Monsieur le président, madame la ministre, mes chers collègues, pendant plus de trente ans, la hausse durable des prix, leur hausse généralisée, à la fois sur les biens et les services, a été contenue en France.
La rupture intervenue à l’été 2021 fut soudaine, avec des conséquences négatives sur le pouvoir d’achat des Françaises et des Français, sur le fonctionnement de nos services publics, de nos entreprises et de nos collectivités. Cette rupture fut violente, en particulier pour les plus modestes. De fait, le renchérissement du coût de la vie touche avant tout les produits alimentaires et l’énergie.
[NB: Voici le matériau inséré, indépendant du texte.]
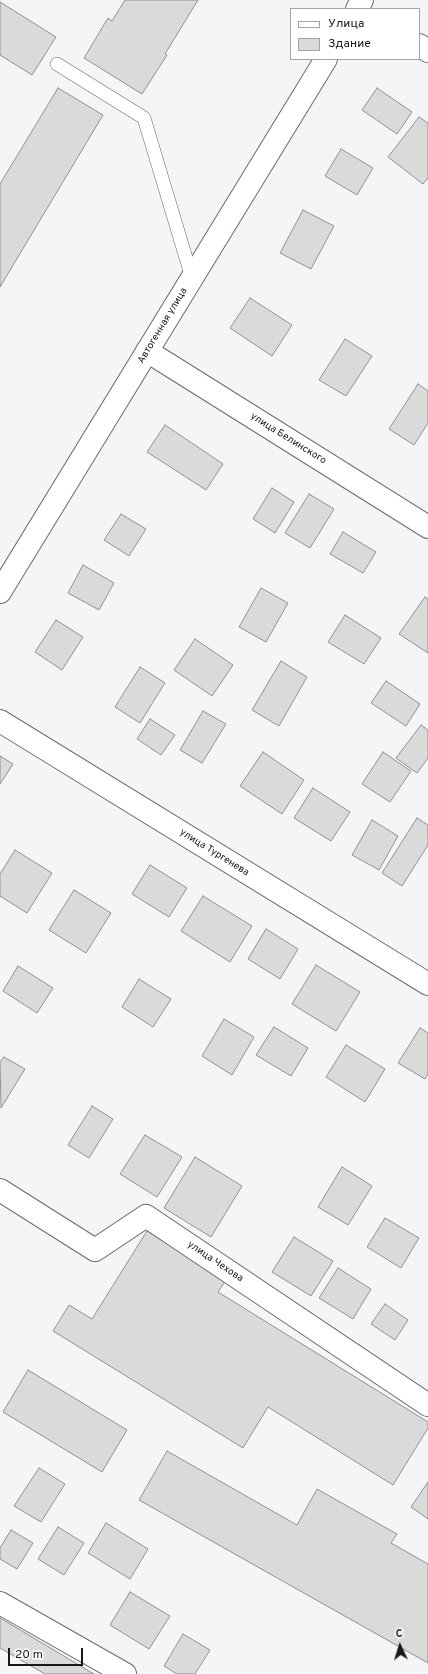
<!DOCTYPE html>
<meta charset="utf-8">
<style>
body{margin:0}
#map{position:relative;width:428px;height:1674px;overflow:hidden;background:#f4f5f6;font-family:Overpass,sans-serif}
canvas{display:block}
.legend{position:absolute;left:290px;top:8px;width:130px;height:52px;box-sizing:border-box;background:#fff;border:1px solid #a3a3a3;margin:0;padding:5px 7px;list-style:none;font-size:12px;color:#181818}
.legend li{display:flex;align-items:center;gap:8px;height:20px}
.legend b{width:20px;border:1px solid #a3a3a3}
.north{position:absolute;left:380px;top:1626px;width:40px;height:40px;-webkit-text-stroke:3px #fff;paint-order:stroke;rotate:356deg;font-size:11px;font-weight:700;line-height:16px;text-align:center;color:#181818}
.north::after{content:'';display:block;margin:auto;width:14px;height:18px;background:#181818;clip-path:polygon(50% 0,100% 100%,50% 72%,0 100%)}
.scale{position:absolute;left:8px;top:1648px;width:75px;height:18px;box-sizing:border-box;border:2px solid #181818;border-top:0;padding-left:5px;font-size:12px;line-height:14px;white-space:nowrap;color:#181818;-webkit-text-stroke:3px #fff;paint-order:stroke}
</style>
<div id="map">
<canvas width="428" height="1674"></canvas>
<ul class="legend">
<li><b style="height:5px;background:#fff"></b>Улица</li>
<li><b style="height:11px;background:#dadadb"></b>Здание</li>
</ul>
<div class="north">С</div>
<div class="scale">20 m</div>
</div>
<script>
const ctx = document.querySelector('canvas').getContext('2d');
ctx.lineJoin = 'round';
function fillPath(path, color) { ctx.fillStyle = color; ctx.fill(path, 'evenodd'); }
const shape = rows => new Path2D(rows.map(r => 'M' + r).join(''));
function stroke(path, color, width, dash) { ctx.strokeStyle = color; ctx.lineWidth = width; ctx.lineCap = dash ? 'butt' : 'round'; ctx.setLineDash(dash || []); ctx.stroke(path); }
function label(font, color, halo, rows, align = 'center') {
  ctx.font = font + ' Overpass,sans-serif'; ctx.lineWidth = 3.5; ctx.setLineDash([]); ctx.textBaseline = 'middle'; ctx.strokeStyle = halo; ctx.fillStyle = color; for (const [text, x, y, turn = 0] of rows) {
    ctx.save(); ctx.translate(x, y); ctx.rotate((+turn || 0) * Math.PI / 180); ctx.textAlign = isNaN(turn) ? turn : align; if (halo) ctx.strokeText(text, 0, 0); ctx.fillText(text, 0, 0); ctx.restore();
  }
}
const building = shape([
 [125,0,198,0,165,54,167,55,142,94,84,58,108,18,112,21,125,0],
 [0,2,56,37,32,75,0,55,0,2],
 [58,88,103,115,0,287,0,184,58,88],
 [377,88,412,112,397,134,362,110,377,88],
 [419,117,428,123,428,178,423,184,388,157,419,117],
 [341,149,373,168,357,195,325,176,341,149],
 [303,210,334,226,311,269,280,253,303,210],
 [250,298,292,325,272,356,230,328,250,298],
 [345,339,372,356,346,396,319,380,345,339],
 [418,384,428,391,428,423,414,445,389,429,418,384],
 [165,425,223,464,206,490,147,452,165,425],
 [272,488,294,502,275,533,253,519,272,488],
 [309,494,334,509,310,548,285,533,309,494],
 [121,514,146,529,129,556,104,540,121,514],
 [343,532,376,552,363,573,330,554,343,532],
 [83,565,114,583,99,610,68,593,83,565],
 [261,588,288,603,266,642,239,627,261,588],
 [425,597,428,599,428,653,399,634,425,597],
 [345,615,381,638,364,664,328,642,345,615],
 [56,620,83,637,62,670,35,652,56,620],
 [195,639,233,665,212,696,174,670,195,639],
 [281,661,307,677,279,726,252,710,281,661],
 [140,667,165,683,140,723,115,707,140,667],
 [386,681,420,704,406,726,371,703,386,681],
 [203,711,226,724,202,763,180,750,203,711],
 [150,719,175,735,161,755,137,739,150,719],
 [421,725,428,730,428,758,417,773,396,758,421,725],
 [263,752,304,780,282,814,240,786,263,752],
 [383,752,411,771,390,802,362,784,383,752],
 [0,756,13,764,0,784,0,756],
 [313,788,350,812,331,841,294,818,313,788],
 [417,818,428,825,428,845,402,886,382,873,417,818],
 [372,820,398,836,379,870,352,855,372,820],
 [15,850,52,873,27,913,0,896,0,874,15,850],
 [150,865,187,888,169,917,132,894,150,865],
 [74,890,111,913,86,953,49,930,74,890],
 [203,896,252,926,230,962,181,931,203,896],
 [266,929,298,949,280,979,248,959,266,929],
 [316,965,360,992,336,1031,292,1004,316,965],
 [18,966,53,988,37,1013,3,991,18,966],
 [139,979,171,999,153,1027,122,1007,139,979],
 [224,1019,254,1037,232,1075,202,1056,224,1019],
 [274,1027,308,1048,291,1076,256,1055,274,1027],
 [420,1028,428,1033,428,1074,425,1079,398,1063,420,1028],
 [346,1045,385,1069,365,1102,326,1077,346,1045],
 [4,1057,25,1069,1,1108,0,1062,4,1057],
 [92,1106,113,1119,89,1158,68,1145,92,1106],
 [145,1135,182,1157,157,1197,120,1174,145,1135],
 [195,1157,242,1186,211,1237,164,1208,195,1157],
 [342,1167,372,1186,348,1225,318,1207,342,1167],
 [385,1218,419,1238,401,1268,367,1247,385,1218],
 [147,1231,226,1280,218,1292,428,1422,428,1428,393,1485,268,1407,243,1448,53,1331,69,1305,92,1319,147,1231],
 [294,1237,333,1261,311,1296,272,1272,294,1237],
 [338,1268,371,1289,353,1319,319,1298,338,1268],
 [385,1304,408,1320,395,1340,371,1324,385,1304],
 [28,1370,127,1430,102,1472,3,1412,28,1370],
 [167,1451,297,1525,317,1489,397,1534,391,1543,428,1564,428,1663,139,1500,167,1451],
 [39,1468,65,1484,41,1522,14,1506,39,1468],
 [428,1482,428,1519,411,1507,428,1482],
 [106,1523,148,1549,130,1579,88,1553,106,1523],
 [58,1527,84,1543,64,1575,38,1559,58,1527],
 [11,1530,33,1543,17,1569,0,1559,0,1548,11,1530],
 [130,1592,170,1616,149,1649,110,1625,130,1592],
 [0,1618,94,1674,45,1674,0,1648,0,1618],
 [183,1634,210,1650,195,1674,177,1674,164,1666,183,1634]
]);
const service = shape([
 [57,64,144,118,192,278]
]);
const minor = shape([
 [419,45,428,51],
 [147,351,428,527],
 [0,721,428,984],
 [0,1190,95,1250,146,1216,428,1405],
 [0,1603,125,1674]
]);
const tertiary = shape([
 [357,9,362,0],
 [0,592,326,59]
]);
const streetNames = [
 ["Автогенная улица",163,326,-59],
 ["улица Белинского",288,439,32],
 ["улица Тургенева",214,853,32],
 ["улица Чехова",215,1262,34]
];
fillPath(building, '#dadadb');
stroke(building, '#919192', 1);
stroke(service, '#6a6b6c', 14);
stroke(minor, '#6a6b6c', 24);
stroke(tertiary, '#6a6b6c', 24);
stroke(service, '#fff', 13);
stroke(minor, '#fff', 22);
stroke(tertiary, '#fff', 22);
label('10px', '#181818', '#fff', streetNames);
</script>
Il touche aux fondamentaux de notre vie quotidienne. C’est, par conséquent, pour les responsables publics que nous sommes, une préoccupation majeure, d’où l’organisation de débats réguliers, dont celui de cet après-midi.
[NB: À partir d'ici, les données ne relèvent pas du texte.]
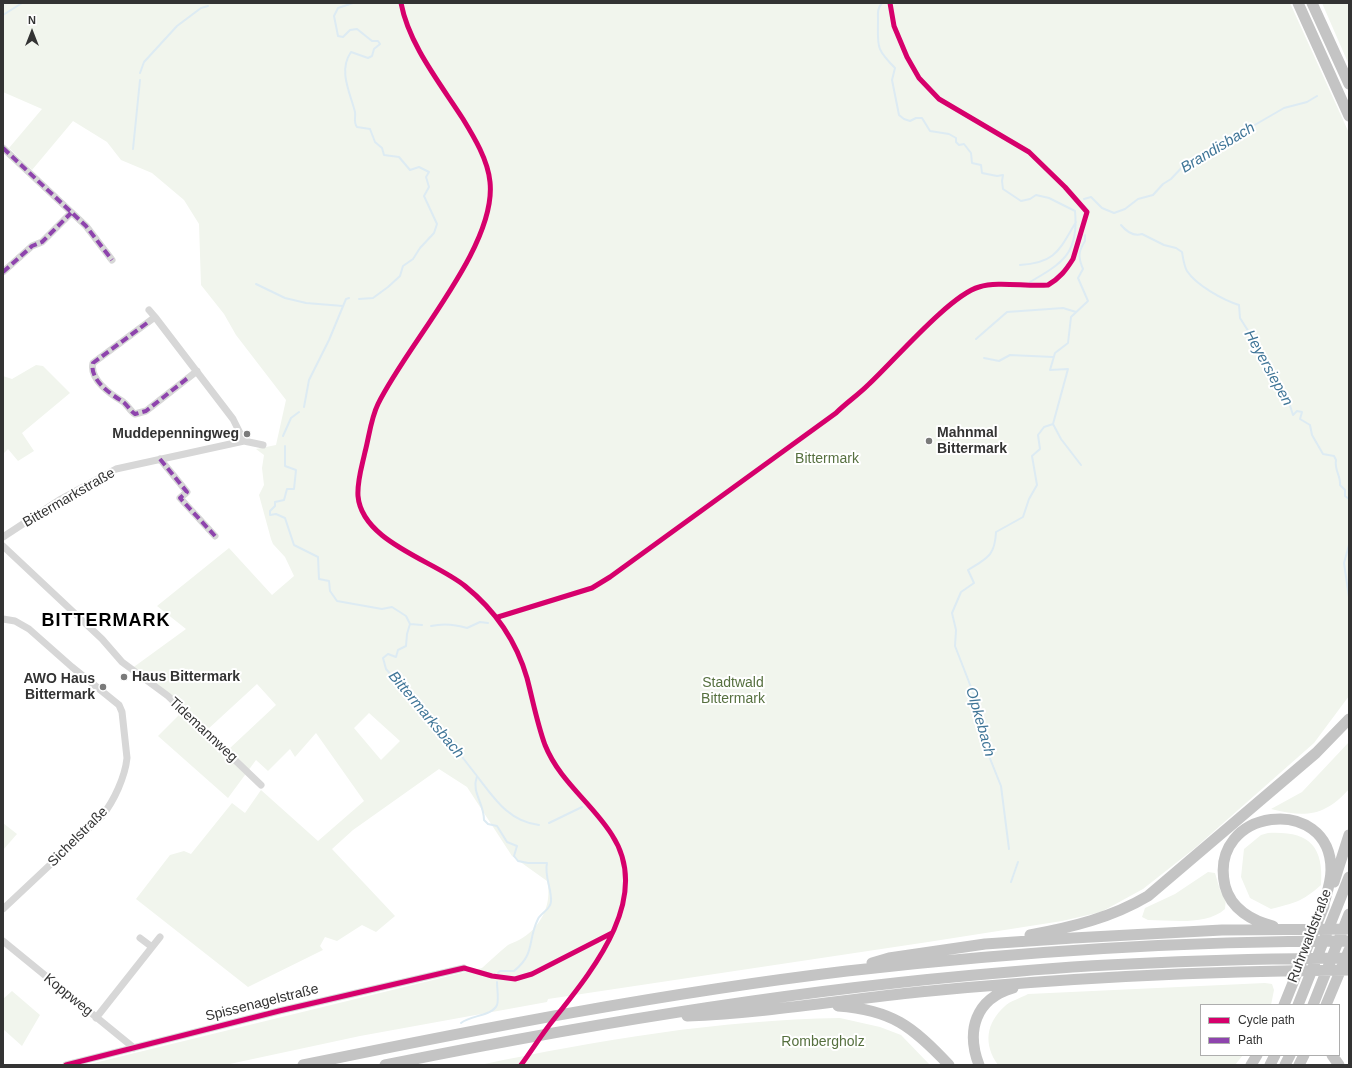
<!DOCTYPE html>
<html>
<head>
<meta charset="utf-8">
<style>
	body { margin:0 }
	#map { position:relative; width:1352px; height:1068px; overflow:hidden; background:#fff; font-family:Helvetica,sans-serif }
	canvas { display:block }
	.frame { position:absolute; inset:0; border:4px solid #333; pointer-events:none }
	.legend { position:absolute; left:1200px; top:1004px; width:140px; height:52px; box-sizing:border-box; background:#fff; border:1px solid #adadad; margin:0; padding:5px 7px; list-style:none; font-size:12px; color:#333 }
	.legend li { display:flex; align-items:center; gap:8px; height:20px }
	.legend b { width:20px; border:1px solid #adadad }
	.north { position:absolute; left:12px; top:12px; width:40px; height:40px; -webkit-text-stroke:3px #fff; paint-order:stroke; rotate:0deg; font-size:11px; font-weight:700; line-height:16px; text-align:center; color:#333 }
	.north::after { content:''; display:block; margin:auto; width:14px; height:18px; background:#333; clip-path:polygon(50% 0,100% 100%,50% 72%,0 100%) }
</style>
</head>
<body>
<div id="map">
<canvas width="1352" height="1068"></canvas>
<div class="frame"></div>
<ul class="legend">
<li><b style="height:5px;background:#d6006c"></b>Cycle path</li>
<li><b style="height:5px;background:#8e44ad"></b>Path</li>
</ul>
<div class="north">N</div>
</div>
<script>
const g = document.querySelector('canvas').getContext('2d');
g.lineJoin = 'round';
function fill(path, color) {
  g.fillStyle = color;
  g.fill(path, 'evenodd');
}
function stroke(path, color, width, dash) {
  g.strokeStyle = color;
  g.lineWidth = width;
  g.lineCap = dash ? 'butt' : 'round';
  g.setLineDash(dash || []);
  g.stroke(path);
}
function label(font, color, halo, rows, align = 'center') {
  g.font = font + ' Helvetica,sans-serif';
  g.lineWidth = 4;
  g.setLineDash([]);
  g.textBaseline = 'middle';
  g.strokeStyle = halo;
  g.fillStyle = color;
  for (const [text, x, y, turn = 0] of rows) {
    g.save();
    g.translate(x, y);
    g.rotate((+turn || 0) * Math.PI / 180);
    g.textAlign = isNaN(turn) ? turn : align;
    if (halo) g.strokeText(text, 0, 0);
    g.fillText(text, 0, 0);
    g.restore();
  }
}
fill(new Path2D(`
	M3,3h1287l59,130v563l-35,47 -119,105 -52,41 -42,23 -39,9 -134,21 -380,57 -1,3 -187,34 -135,29h-139l396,-97c9,-8 17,-16 26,-23 3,-2 8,-3 11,-5 21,-11 34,-36 28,-59l-35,-25 -45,-69 -28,-18 -86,61 -21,19 63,67 -19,16 -14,-7 -25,16 -12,-4 -5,9 3,4 -75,37 -112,-88 34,-44 14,-4 7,3 41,-51 13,10 16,-23 57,51 46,-40 -48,-68 -21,24 -5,-8 -22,22 -12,-11 -28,38 -70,-62 25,-25 -52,-42 55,-40 -29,-23 72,-58 43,47 22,-19 -9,-19 -12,-13 -2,-5 -12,-44 5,-10 -2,-17 2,-13 -8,-6 20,-4 10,-45 -50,-65 -12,-21 -23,-29 -2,-61 -15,-24 -32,-27 -31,-13 -14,-18 -34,-21 -41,49 -23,-22 33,-39 -39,-17zM257,684l19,21 -47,44 -22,-19zM369,713l31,28 -19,19 -27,-32z
	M1322,3h27v62z
	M36,365l7,1 27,27 -48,40 12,18 -16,10 -10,-12 -5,5v-78l9,3z
	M1349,742v47c-24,27 -43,29 -78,20l31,-17z
	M3,823l14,11 -14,16z
	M1268,833c40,-2 56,12 53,52 -19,17 -27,18 -50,24l-21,-11 -9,-21 3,-28 17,-14z
	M1208,872l7,1 5,17 6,8 -1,11c-19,17 -54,11 -77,11l-6,-3 3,-9 30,-14z
	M1265,983l7,1 2,6 -3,15h-70v50h42l-8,10h-237c-15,-21 -12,-42 7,-59 5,-5 16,-8 23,-12z
	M12,991l28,24 -18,31 -19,-17v-30z
	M840,1018l40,9 21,8 29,30h-450c118,-25 239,-45 360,-47z`), '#f1f5ed');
stroke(new Path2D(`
	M353,3l-15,5 -4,8 4,20 5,1 7,-7 7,-1 15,12h6l2,3 -6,5 -2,7 -4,2 -17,-6c-13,19 -1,40 4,60 1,5 -2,10 2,15l13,2 5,13 7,6 2,7 15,2 11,13 9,-3 10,5 -3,5 3,10 -5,9 13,28 -3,9 -14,15 -7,11 -10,7 -3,10 -12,11 -15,11 -14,1
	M882,3c-5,6 -4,10 -4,17 0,26 -3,28 17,48l-3,12 7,35 5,4 6,2 6,-3h6l8,13 19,3 7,4v4l3,3 5,-1 7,9 1,10 9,2 1,8 15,3 6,-1 -1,6 1,8 18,12 9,-2 6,-4 13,3 26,13c4,42 -12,52 -45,71
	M3,15l19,-12
	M140,73l4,-11 33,-36 24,-18 7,-2
	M133,149l7,-69
	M1084,199l7,-2 11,11 12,5 11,-4 13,-10 15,-4 10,-11 8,-5 15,-16 24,-7 17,-15 57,-33 23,-6 10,-6
	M1121,225c5,6 12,12 21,9l22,11 12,3 6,4c1,6 2,14 5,19 9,14 36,29 52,34l1,13 12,19 6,17 6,3 2,12c14,10 22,29 27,46l4,-4 5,1 -2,7 10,6 2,10 11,19 11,2 2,4c-2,10 5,16 4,25l5,5v6l4,3
	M1020,265c36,-2 39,-15 56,-43
	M256,284l29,14 21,5 37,3
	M976,339l31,-27 56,-4 13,4
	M984,358l15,3 11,-6 43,2
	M304,407l5,-27 20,-40 17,-41 3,-1
	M1053,424l8,15 20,26
	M283,436l8,-18 8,-6
	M285,446v20l11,4 -2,19h-7l-3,11 -9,2v4l-5,5v4l6,-1 9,4 9,27 24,12 1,22 10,2 1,10 7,10 45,8 10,-2 14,9 4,8 -3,10 -1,12 -8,4 -2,7 -8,-3 -5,4 3,11 66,75 25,32c-6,17 7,26 7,44l4,4 9,2 10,16 10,4 -3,10 4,5 10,2h19c-3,13 5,26 4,39 -1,8 -10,11 -13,17 -11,22 -2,34 -24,52h-14l-2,2
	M1349,545l-5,18 5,34
	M410,624l12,1
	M431,626c13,-3 23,-2 36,2l13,-6 8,1
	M477,776c17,22 32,46 62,49
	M549,823l33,-16
	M1009,849l-8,-63 -16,-40 -9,-46 -21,-54 1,-16 -4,-17 9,-21 13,-9 -6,-13c19,-12 27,-14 28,-38l27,-15 6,-18 8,-14 -5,-29 8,-7 -2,-14 6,-8 9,-3 15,-55 -18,1 5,-17 13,-10 3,-26 17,-16 -10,-23 5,-9c-5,-12 -5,-17 2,-28v-6
	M1011,882l7,-20
	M461,1023c10,-8 31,-7 36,-18 2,-5 0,-17 0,-23`), '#ddebf3', 2);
stroke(new Path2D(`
	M3,148l83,78 26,34
	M3,272l29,-26 10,-4 29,-29
	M149,310l6,7
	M197,371l-51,40 -11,3c-5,-3 -8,-10 -13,-13 -12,-7 -33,-22 -29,-38l62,-46 78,102 11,22
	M160,459l27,33 -7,6 35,38
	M3,537l58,-38 55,-30 128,-28 19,4
	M3,546l99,93 20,23 46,34 93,89
	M3,619l12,2 14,8 43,38 47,38 3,7 5,46c-2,19 -13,43 -25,58l-99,93
	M140,938l12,9
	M3,941l131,107
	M96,1018l64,-81
	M66,1065l213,-54 185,-43`), '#d7d7d7', 7);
stroke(new Path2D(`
	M1298,3l51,113
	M1312,3l37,81
	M1334,882l15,-47
	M1273,926c-21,-5 -42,-17 -48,-40 -18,-79 106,-93 106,-16 0,14 -6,28 -9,41
	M1030,935c42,-8 81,-17 118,-39l168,-143 33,-34
	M872,963l17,-5 96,-14 88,-6 149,-8 127,-1
	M1284,1005l40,-99
	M1298,1005l51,-128
	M1313,1005l36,-91
	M1326,1005l23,-55
	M838,1006c54,4 74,20 111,59
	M687,1016c77,-3 155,-16 232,-24 143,-14 286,-21 430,-22
	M1332,1055l7,10
	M303,1065c180,-37 361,-72 544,-94 166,-19 334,-30 502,-30
	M385,1065c203,-41 407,-75 613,-92 117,-11 234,-14 351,-15
	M979,1065c-13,-34 -4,-66 34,-77
	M1251,1065l6,-10
	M1270,1065l5,-10
	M1285,1065l5,-10
	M1299,1065l5,-10`), '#c4c4c4', 11);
stroke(new Path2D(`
	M3,148l83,78 26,34
	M3,272l29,-26 10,-4 29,-29
	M147,323l-54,40c-4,16 17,31 29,38 5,3 8,10 13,13l11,-3 43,-34
	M160,459l27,33 -7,6 35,38`), '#8e44ad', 4, [8, 4]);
stroke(new Path2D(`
	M401,3c8,42 39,80 62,116 11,18 25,41 27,63 7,65 -83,162 -112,222 -7,14 -9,33 -13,48 -3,14 -8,29 -7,44 4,46 77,65 107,90 31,25 51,54 62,92 6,23 10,45 18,67 15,37 46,57 67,90 41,63 -20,136 -58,184 -12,15 -22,31 -33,46
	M498,617l94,-29 18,-11 226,-164c10,-10 22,-18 32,-28 25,-23 82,-90 111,-98 19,-6 48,0 69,-2 12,-7 18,-15 25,-26l14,-47 -22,-25 -36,-35 -90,-53 -20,-21 -12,-21 -13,-31 -4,-23
	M66,1065l213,-54 185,-43 28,8 23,3 17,-5 80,-41`), '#d6006c', 5);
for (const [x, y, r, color] of [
	[247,434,4,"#7a7a7a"],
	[929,441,4,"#7a7a7a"],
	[124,677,4,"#7a7a7a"],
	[103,687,4,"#7a7a7a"]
]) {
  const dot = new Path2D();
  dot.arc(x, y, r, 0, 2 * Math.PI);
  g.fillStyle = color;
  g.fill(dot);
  stroke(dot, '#fff', 1.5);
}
label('bold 14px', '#333', '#fff', [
	["Mahnmal",937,433],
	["Bittermark",937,449],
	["Muddepenningweg",239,434,"right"],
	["Haus Bittermark",132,677],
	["AWO Haus",95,679,"right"],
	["Bittermark",95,695,"right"]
], 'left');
label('14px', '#56703f', '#fff', [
	["Bittermark",827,459],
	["Stadtwald",733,683],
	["Bittermark",733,699],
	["Rombergholz",823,1042]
]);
label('14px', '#333', '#fff', [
	["Bittermarkstraße",69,498,-30],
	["Tidemannweg",203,730,43],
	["Sichelstraße",78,837,-45],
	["Ruhrwaldstraße",1310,936,-69],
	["Koppweg",68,995,39],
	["Spissenagelstraße",262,1003,-14]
]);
label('italic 15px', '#3f7597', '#fff', [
	["Brandisbach",1218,148,-31],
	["Heyersiepen",1268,368,61],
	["Bittermarksbach",426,715,50],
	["Olpkebach",980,722,74]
]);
g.letterSpacing = '1px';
label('bold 18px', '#000', '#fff', [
	["BITTERMARK",106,621]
]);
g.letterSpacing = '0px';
</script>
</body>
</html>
Les causes sont multiples et de natures différentes. Certaines sont d’ordre conjoncturel, quand d’autres sont plus structurelles. Elles produisent, en somme, un effet cocktail.
Cette inflation est la conséquence de la sortie de la crise pandémique, avec une demande qui a nettement pu augmenter, plus fortement que l’offre, restée fragile sur certains produits. Elle est la résultante de l’agression militaire russe en Ukraine, qui a occasionné une baisse des exportations et une montée des prix des matières premières. Elle est aussi alimentée par la baisse de l’euro, qui a renchéri le prix des importations. Les prix de l’énergie ont aussi été mis sous pression.
Au reste, l’explication ne réside pas que dans le contexte international. Elle réside aussi dans un fait durable : l’épuisement des sources d’énergies fossiles, couplé avec l’impérative transition écologique, qu’il nous faut nécessairement mener de front.
La rupture fut et demeure cependant moins appuyée en France qu’ailleurs.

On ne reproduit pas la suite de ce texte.